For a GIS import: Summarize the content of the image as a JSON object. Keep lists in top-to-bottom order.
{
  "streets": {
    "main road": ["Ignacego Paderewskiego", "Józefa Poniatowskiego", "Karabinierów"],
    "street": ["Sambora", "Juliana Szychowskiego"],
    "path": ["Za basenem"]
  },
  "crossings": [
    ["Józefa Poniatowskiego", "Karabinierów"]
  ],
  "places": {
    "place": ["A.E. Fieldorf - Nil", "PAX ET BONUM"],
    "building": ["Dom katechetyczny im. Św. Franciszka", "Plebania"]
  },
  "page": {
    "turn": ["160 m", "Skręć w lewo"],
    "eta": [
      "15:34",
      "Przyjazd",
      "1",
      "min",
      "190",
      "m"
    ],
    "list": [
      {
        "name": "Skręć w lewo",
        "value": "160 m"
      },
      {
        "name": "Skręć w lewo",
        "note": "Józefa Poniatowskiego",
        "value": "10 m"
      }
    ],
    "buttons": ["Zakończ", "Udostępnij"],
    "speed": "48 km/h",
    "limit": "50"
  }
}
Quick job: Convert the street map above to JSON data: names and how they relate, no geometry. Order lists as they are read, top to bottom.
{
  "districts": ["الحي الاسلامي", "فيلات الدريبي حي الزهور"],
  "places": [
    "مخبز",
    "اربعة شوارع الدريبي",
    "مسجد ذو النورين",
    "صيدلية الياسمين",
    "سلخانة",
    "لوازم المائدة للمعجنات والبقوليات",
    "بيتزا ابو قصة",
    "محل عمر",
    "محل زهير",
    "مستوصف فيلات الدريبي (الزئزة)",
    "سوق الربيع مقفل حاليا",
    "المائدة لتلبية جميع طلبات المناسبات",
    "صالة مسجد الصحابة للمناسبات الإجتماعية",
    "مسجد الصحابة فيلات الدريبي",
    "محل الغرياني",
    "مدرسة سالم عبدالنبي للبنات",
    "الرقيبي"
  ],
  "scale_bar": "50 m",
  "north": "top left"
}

Work instruction:
Return, from the data, each line that has the word "فيلات" in it.

Solution to the exercise:
  "districts": ["الحي الاسلامي", "فيلات الدريبي حي الزهور"],
    "مستوصف فيلات الدريبي (الزئزة)",
    "مسجد الصحابة فيلات الدريبي",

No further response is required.